[Records from a collection]
·····

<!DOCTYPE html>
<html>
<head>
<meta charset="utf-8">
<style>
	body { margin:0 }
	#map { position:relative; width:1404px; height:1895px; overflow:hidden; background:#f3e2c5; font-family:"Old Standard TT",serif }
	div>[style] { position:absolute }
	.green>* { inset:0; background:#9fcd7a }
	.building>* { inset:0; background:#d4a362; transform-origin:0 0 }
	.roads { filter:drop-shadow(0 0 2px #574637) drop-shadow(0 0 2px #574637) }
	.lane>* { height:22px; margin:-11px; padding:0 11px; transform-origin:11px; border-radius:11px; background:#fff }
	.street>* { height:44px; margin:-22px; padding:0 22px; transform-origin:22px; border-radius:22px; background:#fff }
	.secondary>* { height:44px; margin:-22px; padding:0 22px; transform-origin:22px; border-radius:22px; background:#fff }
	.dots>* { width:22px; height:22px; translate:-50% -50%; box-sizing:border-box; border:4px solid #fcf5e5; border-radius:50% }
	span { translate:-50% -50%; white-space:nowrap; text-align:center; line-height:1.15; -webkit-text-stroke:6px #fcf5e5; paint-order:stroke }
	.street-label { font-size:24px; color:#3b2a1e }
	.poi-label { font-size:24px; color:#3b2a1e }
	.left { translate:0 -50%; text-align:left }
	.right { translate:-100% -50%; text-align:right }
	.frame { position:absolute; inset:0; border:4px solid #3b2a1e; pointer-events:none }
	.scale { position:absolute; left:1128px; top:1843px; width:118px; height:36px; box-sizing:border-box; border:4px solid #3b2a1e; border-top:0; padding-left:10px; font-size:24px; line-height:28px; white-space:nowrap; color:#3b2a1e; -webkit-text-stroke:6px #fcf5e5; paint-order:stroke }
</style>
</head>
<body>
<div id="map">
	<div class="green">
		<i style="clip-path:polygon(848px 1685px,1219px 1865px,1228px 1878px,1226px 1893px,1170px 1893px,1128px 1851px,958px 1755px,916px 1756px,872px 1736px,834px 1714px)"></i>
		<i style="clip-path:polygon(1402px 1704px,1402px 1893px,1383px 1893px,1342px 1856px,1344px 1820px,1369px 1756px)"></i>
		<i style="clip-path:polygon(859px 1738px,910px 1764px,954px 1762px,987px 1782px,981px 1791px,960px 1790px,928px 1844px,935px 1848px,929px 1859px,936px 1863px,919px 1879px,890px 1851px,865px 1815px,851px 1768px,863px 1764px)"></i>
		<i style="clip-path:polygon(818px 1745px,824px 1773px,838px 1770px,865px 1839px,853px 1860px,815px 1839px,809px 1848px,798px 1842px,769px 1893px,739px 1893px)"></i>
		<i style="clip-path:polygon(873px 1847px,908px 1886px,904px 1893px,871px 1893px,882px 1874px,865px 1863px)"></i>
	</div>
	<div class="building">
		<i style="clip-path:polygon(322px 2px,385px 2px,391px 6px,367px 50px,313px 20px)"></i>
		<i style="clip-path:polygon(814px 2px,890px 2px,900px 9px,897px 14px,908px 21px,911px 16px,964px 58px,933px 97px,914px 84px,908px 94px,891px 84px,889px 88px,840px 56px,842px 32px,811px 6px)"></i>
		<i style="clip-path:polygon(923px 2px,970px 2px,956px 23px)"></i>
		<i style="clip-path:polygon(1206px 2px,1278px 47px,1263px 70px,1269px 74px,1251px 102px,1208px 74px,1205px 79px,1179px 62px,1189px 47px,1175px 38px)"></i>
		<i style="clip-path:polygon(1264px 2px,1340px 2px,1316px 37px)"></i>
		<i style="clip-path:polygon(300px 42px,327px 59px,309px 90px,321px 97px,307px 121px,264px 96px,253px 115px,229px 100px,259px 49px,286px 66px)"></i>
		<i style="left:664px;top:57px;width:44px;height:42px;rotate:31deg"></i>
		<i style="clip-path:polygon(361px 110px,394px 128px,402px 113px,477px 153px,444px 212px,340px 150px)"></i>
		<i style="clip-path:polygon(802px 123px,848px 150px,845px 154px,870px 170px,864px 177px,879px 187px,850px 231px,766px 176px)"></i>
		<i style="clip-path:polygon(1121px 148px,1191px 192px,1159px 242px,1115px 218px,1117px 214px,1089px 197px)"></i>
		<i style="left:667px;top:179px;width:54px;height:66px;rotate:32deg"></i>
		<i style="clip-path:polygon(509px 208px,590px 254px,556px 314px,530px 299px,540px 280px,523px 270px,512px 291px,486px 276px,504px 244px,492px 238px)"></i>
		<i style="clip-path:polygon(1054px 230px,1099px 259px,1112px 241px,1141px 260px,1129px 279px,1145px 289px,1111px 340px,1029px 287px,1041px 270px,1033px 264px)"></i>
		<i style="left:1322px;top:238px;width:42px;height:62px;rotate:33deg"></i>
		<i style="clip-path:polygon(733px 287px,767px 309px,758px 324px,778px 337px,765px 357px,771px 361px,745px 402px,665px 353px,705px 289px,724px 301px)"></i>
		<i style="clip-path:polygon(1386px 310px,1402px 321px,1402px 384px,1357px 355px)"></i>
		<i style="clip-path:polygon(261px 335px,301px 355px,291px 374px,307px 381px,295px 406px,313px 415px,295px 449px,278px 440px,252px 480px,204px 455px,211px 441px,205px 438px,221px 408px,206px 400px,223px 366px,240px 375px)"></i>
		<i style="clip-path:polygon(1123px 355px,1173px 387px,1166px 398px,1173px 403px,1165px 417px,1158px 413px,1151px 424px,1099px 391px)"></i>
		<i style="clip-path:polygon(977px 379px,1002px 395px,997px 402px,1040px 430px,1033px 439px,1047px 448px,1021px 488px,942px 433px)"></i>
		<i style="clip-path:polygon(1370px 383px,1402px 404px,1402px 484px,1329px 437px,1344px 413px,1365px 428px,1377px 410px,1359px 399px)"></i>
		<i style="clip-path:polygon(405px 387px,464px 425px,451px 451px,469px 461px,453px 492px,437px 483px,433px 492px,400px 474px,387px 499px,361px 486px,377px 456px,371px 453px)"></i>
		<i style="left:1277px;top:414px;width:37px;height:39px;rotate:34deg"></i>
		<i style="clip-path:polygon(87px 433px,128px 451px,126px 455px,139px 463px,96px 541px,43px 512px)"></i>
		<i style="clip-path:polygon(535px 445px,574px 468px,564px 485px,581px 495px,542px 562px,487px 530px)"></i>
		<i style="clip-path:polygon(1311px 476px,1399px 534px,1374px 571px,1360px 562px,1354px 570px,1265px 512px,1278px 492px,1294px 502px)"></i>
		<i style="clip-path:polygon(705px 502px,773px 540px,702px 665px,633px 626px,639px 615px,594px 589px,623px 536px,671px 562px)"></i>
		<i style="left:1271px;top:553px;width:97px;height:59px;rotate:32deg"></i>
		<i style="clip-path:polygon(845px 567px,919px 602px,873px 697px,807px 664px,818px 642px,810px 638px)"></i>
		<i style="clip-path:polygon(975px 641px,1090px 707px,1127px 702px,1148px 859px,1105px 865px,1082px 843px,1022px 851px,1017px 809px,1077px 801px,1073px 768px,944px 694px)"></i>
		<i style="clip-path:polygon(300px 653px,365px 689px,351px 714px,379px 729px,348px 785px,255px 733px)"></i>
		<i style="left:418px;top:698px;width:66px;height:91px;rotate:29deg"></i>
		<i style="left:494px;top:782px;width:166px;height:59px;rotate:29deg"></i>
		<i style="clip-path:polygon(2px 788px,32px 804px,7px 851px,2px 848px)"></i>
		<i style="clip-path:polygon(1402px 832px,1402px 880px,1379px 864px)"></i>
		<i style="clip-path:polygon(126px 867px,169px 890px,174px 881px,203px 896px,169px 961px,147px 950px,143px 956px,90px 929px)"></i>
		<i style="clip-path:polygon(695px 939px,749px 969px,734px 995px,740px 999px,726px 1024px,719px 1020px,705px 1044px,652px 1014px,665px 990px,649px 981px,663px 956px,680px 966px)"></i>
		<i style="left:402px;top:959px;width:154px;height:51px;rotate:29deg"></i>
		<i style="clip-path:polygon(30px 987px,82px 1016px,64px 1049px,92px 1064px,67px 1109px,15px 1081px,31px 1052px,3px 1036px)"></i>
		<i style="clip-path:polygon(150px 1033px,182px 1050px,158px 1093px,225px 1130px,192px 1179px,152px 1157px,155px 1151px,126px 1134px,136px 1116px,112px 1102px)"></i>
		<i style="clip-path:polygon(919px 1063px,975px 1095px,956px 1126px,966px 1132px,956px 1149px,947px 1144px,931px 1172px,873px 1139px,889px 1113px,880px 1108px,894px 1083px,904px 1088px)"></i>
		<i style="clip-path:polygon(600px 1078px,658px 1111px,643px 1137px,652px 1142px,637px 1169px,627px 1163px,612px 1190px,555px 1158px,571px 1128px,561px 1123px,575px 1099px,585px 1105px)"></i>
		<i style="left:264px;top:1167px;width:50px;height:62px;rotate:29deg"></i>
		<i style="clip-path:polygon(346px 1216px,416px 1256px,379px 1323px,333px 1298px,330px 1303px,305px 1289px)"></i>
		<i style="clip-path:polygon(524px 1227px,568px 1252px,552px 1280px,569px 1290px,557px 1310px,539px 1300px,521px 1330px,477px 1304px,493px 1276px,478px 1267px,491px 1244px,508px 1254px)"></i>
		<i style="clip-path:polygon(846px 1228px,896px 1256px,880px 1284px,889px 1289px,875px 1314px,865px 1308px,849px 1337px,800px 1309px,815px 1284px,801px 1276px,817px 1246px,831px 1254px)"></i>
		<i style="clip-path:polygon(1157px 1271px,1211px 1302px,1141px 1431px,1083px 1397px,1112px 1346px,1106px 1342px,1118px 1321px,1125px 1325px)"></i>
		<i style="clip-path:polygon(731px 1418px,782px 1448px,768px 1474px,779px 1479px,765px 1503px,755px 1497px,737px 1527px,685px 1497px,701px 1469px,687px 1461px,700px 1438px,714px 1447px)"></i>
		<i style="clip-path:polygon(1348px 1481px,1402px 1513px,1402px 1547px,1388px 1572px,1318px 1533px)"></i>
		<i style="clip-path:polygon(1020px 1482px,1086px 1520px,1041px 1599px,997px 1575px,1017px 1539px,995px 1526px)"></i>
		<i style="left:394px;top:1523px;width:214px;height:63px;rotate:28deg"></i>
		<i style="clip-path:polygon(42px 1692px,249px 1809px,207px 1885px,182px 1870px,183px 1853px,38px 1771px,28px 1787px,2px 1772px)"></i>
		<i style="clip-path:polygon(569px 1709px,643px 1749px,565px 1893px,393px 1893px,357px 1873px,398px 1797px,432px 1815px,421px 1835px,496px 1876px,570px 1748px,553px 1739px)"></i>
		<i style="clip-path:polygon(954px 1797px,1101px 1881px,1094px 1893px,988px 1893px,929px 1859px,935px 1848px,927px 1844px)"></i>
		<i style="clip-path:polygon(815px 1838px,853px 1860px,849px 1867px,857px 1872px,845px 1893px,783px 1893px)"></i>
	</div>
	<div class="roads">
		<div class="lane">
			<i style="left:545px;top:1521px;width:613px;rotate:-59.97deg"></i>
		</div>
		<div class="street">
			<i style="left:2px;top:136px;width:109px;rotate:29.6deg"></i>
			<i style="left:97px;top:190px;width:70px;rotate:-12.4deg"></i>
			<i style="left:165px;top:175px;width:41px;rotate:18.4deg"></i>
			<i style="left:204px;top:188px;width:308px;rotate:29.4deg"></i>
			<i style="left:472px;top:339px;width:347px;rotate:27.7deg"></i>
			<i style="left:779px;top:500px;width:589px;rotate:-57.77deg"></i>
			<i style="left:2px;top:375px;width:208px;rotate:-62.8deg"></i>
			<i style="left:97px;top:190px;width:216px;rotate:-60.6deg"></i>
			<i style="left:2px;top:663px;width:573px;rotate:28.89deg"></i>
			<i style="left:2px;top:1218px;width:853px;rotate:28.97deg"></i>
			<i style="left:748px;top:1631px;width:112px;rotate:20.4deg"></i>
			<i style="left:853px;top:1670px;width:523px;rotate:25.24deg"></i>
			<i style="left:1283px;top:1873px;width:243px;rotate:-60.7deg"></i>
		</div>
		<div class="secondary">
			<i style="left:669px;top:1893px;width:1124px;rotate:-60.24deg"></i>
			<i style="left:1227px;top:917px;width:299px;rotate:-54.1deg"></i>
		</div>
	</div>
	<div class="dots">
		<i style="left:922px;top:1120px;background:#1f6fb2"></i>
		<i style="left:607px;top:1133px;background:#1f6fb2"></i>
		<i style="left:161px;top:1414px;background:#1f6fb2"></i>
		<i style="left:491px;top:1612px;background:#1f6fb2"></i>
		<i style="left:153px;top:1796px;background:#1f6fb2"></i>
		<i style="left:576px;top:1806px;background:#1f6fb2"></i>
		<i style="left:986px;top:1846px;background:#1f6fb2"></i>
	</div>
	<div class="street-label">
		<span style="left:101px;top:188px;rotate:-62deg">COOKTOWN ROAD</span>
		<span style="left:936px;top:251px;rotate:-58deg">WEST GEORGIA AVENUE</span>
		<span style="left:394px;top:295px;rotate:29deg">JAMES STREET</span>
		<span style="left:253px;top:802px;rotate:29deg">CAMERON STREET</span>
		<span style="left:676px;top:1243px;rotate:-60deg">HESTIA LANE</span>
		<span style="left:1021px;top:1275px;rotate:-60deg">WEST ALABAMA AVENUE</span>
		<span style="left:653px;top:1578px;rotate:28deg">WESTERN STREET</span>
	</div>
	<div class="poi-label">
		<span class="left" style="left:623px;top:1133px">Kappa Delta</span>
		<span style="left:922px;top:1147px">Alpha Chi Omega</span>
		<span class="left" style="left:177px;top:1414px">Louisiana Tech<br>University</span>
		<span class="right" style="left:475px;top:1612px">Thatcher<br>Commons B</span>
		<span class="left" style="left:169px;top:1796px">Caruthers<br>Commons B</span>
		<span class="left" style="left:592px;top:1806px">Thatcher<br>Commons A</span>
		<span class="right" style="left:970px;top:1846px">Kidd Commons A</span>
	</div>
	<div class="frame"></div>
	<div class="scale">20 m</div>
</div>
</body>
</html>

·····

Count the lines above in which the word "dots" appears, then state only that count.

Task response> 2